Nisibis

Wir beten an

Der heilige Kirchenvater Ephräm der Syrer nimmt sich die Weisen aus dem Morgenland zum Vorbild. Trotz aller Katastrophen, die ihm in seinem Leben widerfuhren hat ernicht aufhört, Gott zu loben.

Heiliger Ephräm der Syrer
Vom Geist inspiriert wird der heilige Ephräm in der Pariser Kirche Saint-Ephrem des Syriaques dargestellt. Foto: P.Razzo (KNA)

Herr Ephräm, oder Mor Aprem, wie Sie in Ihrer Muttersprache genannt werden, Sie sind ein waschechter Syrer und sprechen Syrisch, nicht wahr?   

Ja, das stimmt. Meine Muttersprache ist das Syrische, genauer gesagt jener Dialekt, der zwischen Edessa und Nisibis in der heutigen Südosttürkei gesprochen wurde. Sie ist die ehrwürdigste Tochter des alten Reichsaramäisch, welches einst die Perser benutzten, ein Idiom, in dem sich der Prophet Daniel zu äußern pflegte. Mit seinen vielen Kehl- und Knacklauten gehört das Syrische zu den semitischen Sprachen und ist nahe jenem Dialekt verwandt, den unser Heiland und seine Jünger in Palästina sprachen. Leider ist unsere schöne Sprache im Laufe der Jahrhunderte immer mehr durch das Arabische verdrängt worden, doch es gibt noch einige Sprachinseln in Syrien in der Nähe von Damaskus und im nördlichen Irak. Wir Syrer sind stolz darauf, dass wir noch heute im Gottesdienst unsere Gebete in der Muttersprache Jesu verrichten dürfen, wenn man uns nicht, wie jüngst geschehen, aus unseren angestammten Dörfern und Kirchen vertreibt.   
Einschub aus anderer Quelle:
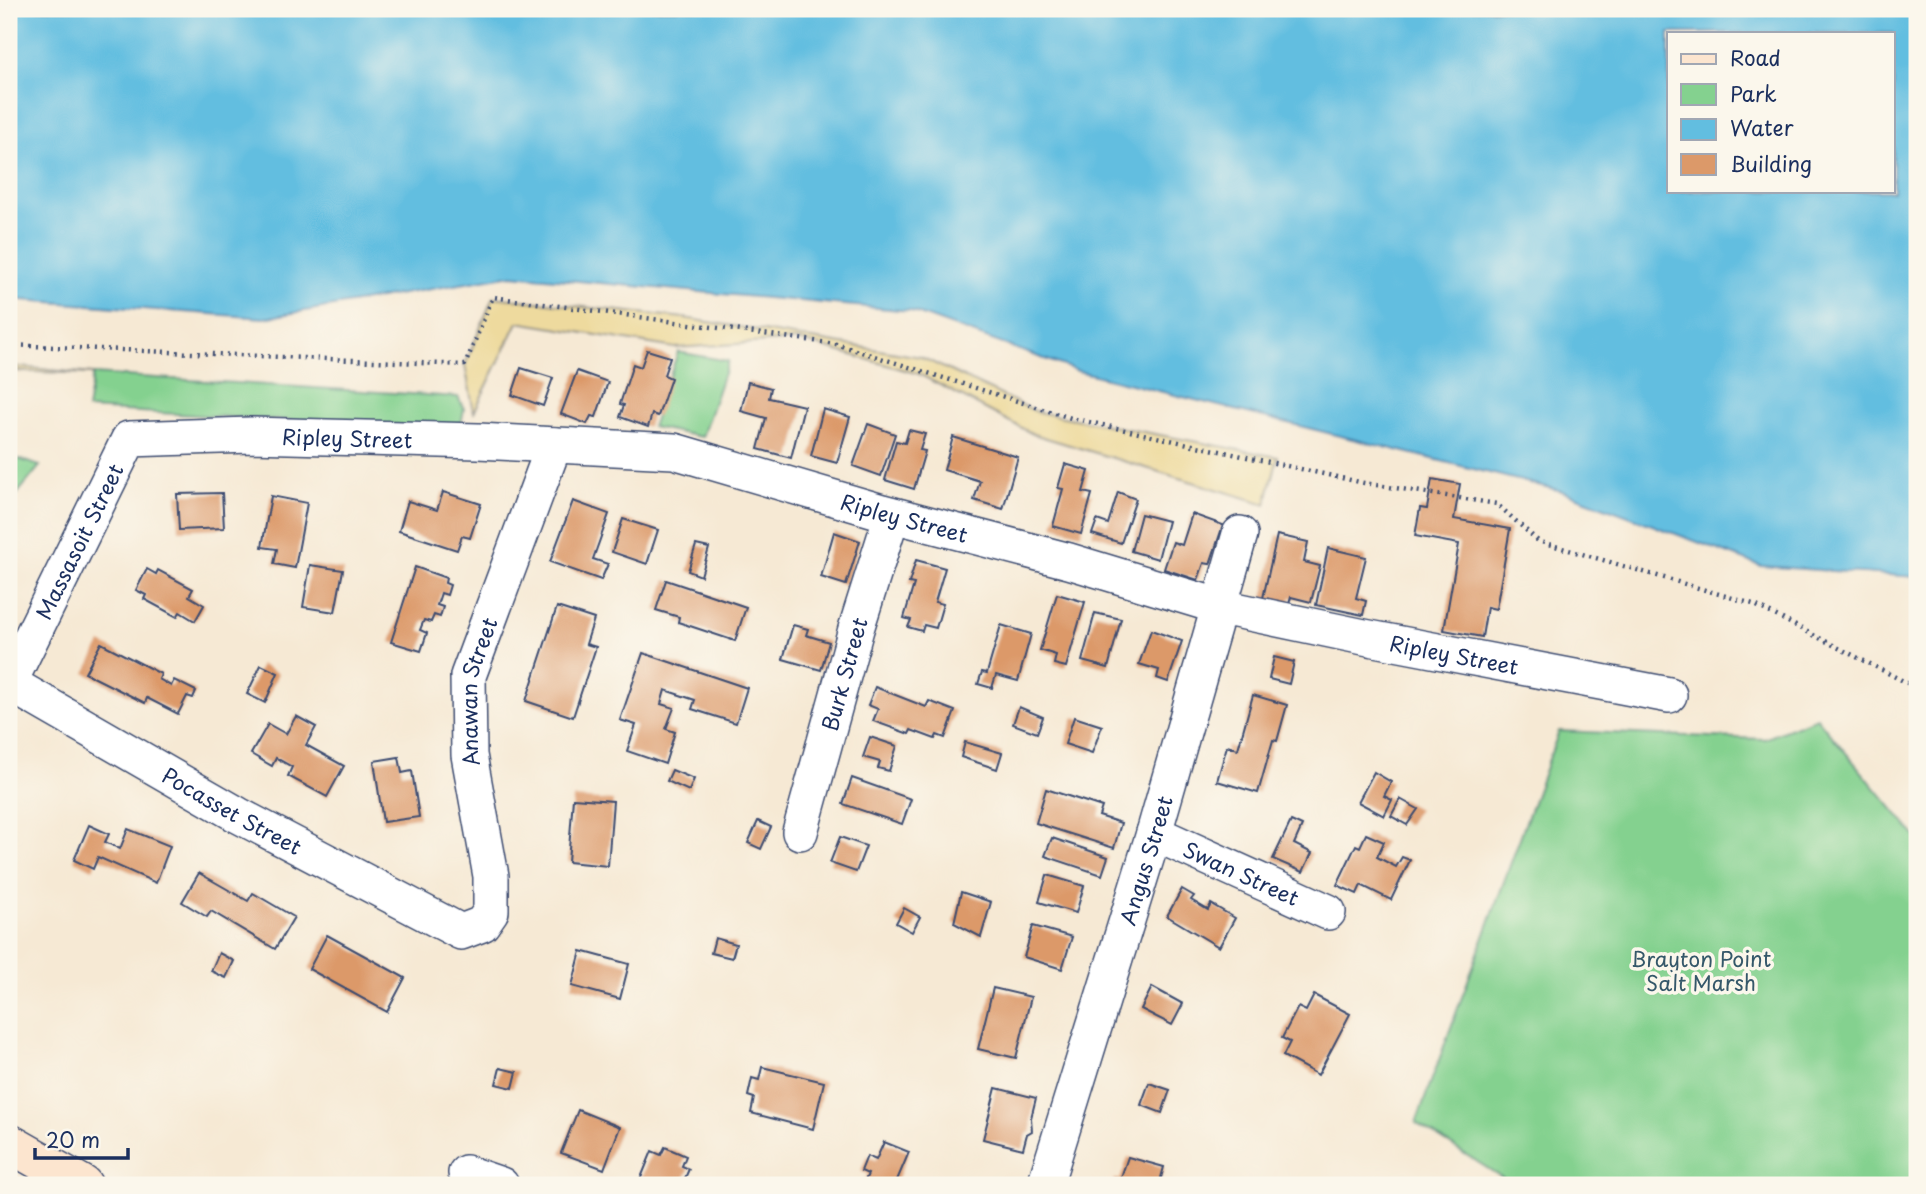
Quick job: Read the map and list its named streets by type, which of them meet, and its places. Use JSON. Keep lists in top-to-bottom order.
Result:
{
  "streets": {
    "street": [
      "Ripley Street",
      "Massasoit Street",
      "Burk Street",
      "Anawan Street",
      "Pocasset Street",
      "Angus Street",
      "Swan Street"
    ]
  },
  "crossings": [
    ["Ripley Street", "Massasoit Street"],
    ["Ripley Street", "Burk Street"],
    ["Ripley Street", "Anawan Street"],
    ["Ripley Street", "Angus Street"],
    ["Massasoit Street", "Pocasset Street"],
    ["Anawan Street", "Pocasset Street"],
    ["Angus Street", "Swan Street"]
  ],
  "parks": ["Brayton Point Salt Marsh"],
  "legend": [
    "Road",
    "Park",
    "Water",
    "Building"
  ],
  "scale_bar": "20 m"
}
Wir Syrer schätzen nämlich die Askese traditionell sehr hoch

Die Syrer haben im Laufe ihrer Geschichte immer wieder Katastrophen überstanden. Als Sie im Jahre 363 von Nisibis nach Edessa übersiedeln mussten, waren dies turbulente Zeiten für Sie.   

Gewiss. Ich war damals schon über sechzig Jahre alt und bei weitem nicht mehr der jüngste. Aufgewachsen bin ich in Nisibis, dem „Bollwerk des Ostens“, einer Grenzfeste, welche die Römer gegen die Perser ausgebaut hatten und doch später im Jahre 363 wieder räumen mussten. Mein Elternhaus war christlich geprägt, die Mutter war sehr fromm, der Vater weniger. Doch bin ich schon früh auf die Bahn des Heiles geraten und schloss mich den sogenannten „Bundessöhnen“ an, einem lockeren Verbund von Asketen. Wir Syrer schätzen nämlich die Askese traditionell sehr hoch; ich selbst habe dieses Ideal in meinen Hymnen auf die Jungfräulichkeit gepriesen.   
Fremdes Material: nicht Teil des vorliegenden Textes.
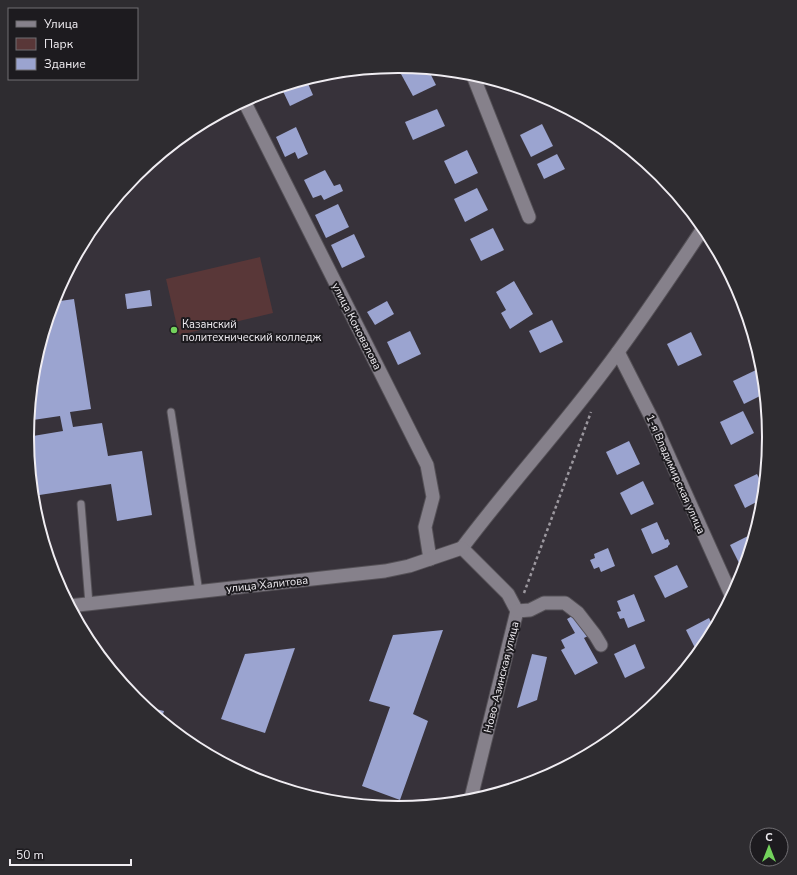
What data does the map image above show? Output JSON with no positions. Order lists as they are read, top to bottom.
{
  "streets": {
    "street": [
      "улица Коновалова",
      "1-я Владимирская улица",
      "улица Халитова",
      "Ново-Азинская улица"
    ]
  },
  "crossings": [
    ["улица Коновалова", "улица Халитова"],
    ["улица Халитова", "Ново-Азинская улица"]
  ],
  "places": ["Казанский политехнический колледж"],
  "legend": ["Улица", "Парк", "Здание"],
  "scale_bar": "50 m",
  "north": "top"
}
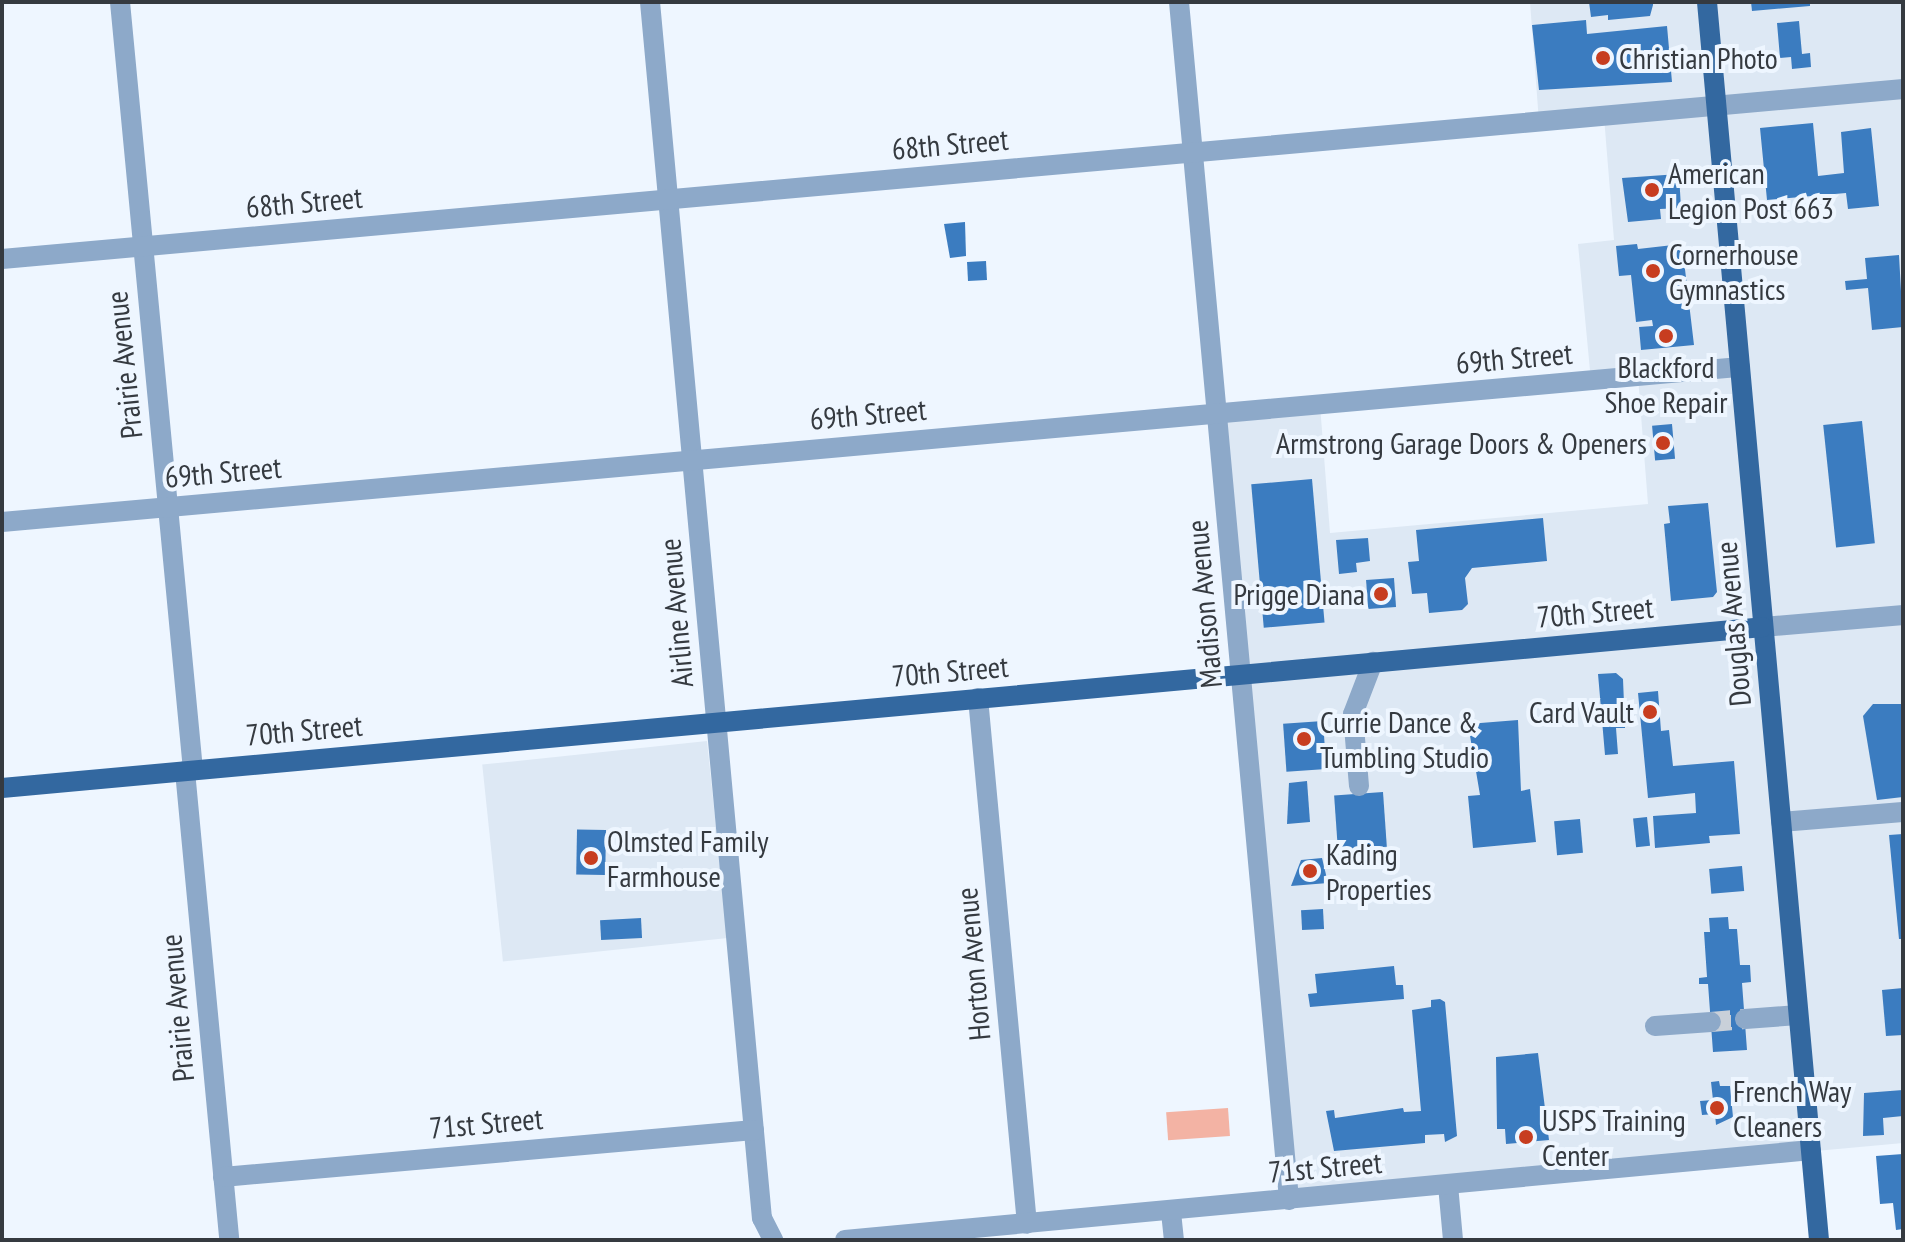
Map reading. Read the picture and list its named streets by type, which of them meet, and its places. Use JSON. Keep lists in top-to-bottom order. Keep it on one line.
{"streets":{"main road":["70th Street","Douglas Avenue"],"street":["68th Street","69th Street","Prairie Avenue","Madison Avenue","Airline Avenue","Horton Avenue","71st Street"]},"crossings":[["68th Street","Prairie Avenue"],["68th Street","Madison Avenue"],["68th Street","Airline Avenue"],["68th Street","Douglas Avenue"],["69th Street","Prairie Avenue"],["69th Street","Madison Avenue"],["69th Street","Airline Avenue"],["69th Street","Douglas Avenue"],["Prairie Avenue","70th Street"],["Prairie Avenue","71st Street"],["Madison Avenue","70th Street"],["Madison Avenue","71st Street"],["70th Street","Airline Avenue"],["70th Street","Douglas Avenue"],["70th Street","Horton Avenue"],["Airline Avenue","71st Street"],["Douglas Avenue","71st Street"],["Horton Avenue","71st Street"]],"places":["Christian Photo","American Legion Post 663","Cornerhouse Gymnastics","Blackford Shoe Repair","Armstrong Garage Doors & Openers","Prigge Diana","Card Vault","Currie Dance & Tumbling Studio","Olmsted Family Farmhouse","Kading Properties","French Way Cleaners","USPS Training Center"]}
Was verstehen Sie unter Enthaltsamkeit?  

Wir Asketen begreifen unsere Enthaltsamkeit als Vorgriff auf die kommende Welt, in der nicht mehr geheiratet wird und die rechtschaffenen Menschen bedürfnislos wie Engel Gott schauen dürfen. Alle Kleriker, vom Diakon angefangen bis hinauf zum Bischof, sind selbstverständlich Asketen und leben die evangelischen Räte. Aber nicht jeder „Bundessohn“ oder Asket wird Kleriker; ich selbst bin auch zum Diakon, oder einem „Unterhirten“, wie man bei uns sagt, geweiht worden. Zum Oberhirten habe ich es nie gebracht, dafür bin ich – bei aller Bescheidenheit – ein angesehener Dichter und Literat in meiner geliebten Muttersprache geworden, aber darüber hinaus habe ich auch im Westen bei Lateinern und Griechen Beachtung gefunden, obwohl ich des Griechischen nicht mächtig bin.   

Werden Sie denn als Asket nicht oft wegen Ihrer weltfremden Lebensweise kritisiert?   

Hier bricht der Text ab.